Szenenwechsel: Das Unglück liegt über ein halbes Jahr zurück. Was hat sich seitdem an der Jagst getan? Wie haben der Fluss selbst und die Tiere darin diesen Schaden überlebt? Gibt es eine Zukunft für die Jagst? Vor allem für die letzte Frage gilt: ja, die gibt es.

Denn entgegen der Vermutung, dass selbst Kleinstlebewesen Schaden nehmen würden, lässt sich heute sagen, dass die Jagst ökologisch nicht tot ist – im Gegenteil. Die Landräte Gerhard Bauer (Landkreis Schwäbisch Hall) und Dr.

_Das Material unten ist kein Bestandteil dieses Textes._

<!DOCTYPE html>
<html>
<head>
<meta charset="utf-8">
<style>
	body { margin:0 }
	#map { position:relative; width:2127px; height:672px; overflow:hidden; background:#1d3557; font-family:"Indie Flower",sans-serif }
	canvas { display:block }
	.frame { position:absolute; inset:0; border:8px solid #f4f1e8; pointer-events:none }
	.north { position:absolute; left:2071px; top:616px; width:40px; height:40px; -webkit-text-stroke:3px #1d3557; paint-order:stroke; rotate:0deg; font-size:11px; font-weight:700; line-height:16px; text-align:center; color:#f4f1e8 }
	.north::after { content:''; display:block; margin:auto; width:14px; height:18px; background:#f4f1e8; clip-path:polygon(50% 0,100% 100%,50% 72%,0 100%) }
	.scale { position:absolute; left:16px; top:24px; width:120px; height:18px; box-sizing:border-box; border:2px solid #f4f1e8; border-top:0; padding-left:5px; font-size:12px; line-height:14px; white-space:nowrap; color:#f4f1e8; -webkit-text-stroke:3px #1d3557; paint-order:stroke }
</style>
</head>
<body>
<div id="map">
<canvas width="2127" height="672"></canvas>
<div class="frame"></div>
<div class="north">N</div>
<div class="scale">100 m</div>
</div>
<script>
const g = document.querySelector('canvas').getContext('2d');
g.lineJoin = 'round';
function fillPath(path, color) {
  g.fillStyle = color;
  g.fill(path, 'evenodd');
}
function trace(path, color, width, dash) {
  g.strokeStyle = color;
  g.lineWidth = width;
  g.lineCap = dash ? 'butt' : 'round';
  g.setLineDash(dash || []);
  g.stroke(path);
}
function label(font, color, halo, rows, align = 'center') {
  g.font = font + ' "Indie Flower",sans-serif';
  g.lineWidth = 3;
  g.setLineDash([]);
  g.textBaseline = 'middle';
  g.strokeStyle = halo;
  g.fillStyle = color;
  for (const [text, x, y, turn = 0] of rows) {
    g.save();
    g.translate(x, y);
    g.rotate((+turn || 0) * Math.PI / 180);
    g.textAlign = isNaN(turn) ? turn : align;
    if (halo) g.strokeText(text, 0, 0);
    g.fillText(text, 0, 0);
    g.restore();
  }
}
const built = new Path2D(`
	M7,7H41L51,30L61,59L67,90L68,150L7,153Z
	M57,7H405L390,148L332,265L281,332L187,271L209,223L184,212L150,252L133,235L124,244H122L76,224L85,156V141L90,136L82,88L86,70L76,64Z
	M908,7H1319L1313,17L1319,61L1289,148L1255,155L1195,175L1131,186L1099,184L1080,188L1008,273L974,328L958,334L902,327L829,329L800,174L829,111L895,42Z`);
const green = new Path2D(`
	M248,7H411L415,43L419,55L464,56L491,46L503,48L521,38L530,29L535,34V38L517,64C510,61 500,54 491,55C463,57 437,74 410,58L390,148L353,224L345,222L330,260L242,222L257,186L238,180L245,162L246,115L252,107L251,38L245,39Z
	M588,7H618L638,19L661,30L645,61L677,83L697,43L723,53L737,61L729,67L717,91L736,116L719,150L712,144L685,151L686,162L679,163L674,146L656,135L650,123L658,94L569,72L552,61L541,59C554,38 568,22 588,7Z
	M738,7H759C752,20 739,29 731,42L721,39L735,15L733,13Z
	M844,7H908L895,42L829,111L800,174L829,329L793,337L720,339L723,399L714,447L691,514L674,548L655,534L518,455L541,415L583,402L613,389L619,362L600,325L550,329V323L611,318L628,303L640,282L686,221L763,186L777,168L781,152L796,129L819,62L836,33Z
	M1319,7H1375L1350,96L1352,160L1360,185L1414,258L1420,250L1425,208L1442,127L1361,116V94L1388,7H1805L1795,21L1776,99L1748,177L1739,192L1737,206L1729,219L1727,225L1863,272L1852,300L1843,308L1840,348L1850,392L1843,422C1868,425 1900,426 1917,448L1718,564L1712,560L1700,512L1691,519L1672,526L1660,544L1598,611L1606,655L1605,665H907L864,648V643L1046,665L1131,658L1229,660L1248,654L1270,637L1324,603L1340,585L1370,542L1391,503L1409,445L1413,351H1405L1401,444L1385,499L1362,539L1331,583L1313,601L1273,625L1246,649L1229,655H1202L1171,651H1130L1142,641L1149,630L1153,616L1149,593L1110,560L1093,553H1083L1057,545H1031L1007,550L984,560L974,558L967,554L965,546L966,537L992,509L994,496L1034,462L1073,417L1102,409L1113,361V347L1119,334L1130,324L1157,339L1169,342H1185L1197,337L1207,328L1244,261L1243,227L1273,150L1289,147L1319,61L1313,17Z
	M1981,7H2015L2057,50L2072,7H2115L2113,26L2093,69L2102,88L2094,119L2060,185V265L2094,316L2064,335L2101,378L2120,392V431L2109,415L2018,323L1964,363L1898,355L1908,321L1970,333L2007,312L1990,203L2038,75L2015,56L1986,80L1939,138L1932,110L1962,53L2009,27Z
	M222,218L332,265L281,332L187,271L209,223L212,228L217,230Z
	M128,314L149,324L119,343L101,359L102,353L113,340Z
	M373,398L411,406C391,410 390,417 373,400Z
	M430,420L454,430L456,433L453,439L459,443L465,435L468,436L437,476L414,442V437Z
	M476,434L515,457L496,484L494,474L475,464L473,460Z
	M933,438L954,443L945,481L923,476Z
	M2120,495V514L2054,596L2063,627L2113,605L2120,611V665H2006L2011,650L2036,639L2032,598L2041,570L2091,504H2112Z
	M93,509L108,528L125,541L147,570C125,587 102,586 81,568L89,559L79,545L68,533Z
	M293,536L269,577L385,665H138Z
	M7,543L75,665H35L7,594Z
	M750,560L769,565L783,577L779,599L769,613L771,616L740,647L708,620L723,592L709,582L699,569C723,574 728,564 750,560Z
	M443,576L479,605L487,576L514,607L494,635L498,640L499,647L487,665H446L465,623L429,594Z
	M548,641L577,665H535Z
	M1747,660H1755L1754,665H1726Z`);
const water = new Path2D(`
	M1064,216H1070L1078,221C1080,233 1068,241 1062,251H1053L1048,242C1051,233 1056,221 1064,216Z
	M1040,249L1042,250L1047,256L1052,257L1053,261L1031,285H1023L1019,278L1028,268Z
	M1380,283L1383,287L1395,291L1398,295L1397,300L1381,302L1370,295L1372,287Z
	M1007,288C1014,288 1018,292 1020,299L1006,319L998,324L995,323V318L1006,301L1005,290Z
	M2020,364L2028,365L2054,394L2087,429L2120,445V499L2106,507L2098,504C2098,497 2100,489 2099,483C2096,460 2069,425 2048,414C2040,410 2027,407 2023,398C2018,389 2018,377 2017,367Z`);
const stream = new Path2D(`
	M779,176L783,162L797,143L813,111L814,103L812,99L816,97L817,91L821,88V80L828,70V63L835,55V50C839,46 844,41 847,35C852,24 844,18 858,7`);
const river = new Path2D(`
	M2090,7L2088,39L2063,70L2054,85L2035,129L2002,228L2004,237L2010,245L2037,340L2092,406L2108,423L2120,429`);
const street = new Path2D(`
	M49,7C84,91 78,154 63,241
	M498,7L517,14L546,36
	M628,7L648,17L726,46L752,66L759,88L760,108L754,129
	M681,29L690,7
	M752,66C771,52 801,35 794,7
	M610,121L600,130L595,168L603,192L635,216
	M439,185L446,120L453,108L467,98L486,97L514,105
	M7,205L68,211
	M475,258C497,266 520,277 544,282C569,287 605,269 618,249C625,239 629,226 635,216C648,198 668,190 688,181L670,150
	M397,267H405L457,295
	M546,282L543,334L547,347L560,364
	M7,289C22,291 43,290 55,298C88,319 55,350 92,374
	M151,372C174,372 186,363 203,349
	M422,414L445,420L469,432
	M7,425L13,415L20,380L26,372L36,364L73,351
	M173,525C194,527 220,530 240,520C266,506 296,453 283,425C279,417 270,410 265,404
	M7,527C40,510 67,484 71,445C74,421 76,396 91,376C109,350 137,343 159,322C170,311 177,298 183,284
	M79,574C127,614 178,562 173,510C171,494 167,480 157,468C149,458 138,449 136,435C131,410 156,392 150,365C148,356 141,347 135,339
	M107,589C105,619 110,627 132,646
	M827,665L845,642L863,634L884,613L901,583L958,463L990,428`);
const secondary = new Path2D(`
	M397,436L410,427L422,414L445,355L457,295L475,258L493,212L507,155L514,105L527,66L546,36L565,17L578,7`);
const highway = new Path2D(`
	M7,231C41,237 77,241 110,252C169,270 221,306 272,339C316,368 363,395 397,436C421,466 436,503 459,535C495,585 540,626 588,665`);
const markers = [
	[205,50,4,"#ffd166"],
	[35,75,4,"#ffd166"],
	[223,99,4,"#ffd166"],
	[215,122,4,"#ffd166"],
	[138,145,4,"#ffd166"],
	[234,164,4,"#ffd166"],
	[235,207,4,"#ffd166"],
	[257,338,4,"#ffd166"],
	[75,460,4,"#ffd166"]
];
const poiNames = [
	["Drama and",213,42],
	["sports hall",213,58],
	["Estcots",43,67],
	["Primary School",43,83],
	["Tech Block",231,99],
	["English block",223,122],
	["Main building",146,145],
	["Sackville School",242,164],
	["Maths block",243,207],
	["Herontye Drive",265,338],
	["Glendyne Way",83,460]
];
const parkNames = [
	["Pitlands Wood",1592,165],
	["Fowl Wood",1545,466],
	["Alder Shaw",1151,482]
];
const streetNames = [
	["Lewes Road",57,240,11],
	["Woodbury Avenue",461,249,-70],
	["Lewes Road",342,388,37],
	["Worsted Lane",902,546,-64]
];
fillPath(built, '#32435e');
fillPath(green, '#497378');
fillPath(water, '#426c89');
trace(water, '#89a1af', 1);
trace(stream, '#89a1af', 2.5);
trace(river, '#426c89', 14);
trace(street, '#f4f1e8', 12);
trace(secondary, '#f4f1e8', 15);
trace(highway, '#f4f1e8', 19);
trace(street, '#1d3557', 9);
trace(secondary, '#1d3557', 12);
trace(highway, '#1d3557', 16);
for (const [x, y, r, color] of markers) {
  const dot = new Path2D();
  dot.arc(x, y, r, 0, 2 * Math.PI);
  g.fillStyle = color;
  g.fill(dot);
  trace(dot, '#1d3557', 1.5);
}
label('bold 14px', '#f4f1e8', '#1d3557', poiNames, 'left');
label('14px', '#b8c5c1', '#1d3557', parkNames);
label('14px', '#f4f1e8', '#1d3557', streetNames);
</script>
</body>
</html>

Matthias Neth (Hohenlohekreis) blicken entsprechend positiv in die Zukunft.

„Alle Fachleute sind sehr optimistisch, dass sich die Artenvielfalt in der Jagst in den nächsten Jahren vollständig erholen wird“, sagt Bauer. Selbst an der eigentlichen Unglücksstelle sei die Fischpopulation unbeschadet erhalten. Das hat seinen Grund: Die Maßnahmen, die man damals ergriffen hat, haben Wirkung gezeigt. „Im Hohenlohekreis ist zirka eine Tonne toter Fisch entsorgt werden. Zu Beginn musste man jedoch mit einem Totalverlust rechnen. Das ist zum Glück nicht passiert, weil die Maßnahmen wie Sauerstoffzufuhr oder Verdünnung gut gegriffen haben. Der Mix aus verschiedenen Mitteln hat das Schlimmste verhindert“, so Neth.

Jetzt heißt es, weiterhin zuversichtlich zu sein. Die Ökologie an der Jagst müsse nicht nur wieder hergestellt, sondern jetzt sogar noch verbessert werden – da sind sich beide Landräte einig. Die Jagst soll gestärkt aus dem Unfall hervorgehen. Das wolle man jetzt und in den Folgemonaten gezielt angehen. „Es wurden bereits verschiedene Maßnahmen angestoßen. Das ‚Aktionsprogramm Jagst‘ ist zum Beispiel angelaufen. Weitere, regelmäßige Untersuchungen folgen im Frühjahr“, erklärt Neth.

Amtskollege Bauer sagt: „Vor den Wintermonaten war es noch nicht sinnvoll, mit dem Wiederbesatz mit Fischen zu beginnen. Die Zwischenzeit hat man deshalb für ökologische Untersuchungen und vorbereitende Maßnahmen genutzt.“ Schutzzonen für Fischbrut seien geschaffen, Altarme der Jagst reaktiviert, Uferbereiche naturnah umgestaltet und sogenannte Störsteine gesetzt worden. Jetzt könne man mit der Aufzucht der Fischbrut beginnen und die Tiere peu à peu aussetzen.

Diese Aussichten lassen hoffen – darauf, dass die Jagst wieder das Biotop wird, das sie einmal war. Die Chancen dazu stehen jedenfalls nicht schlecht.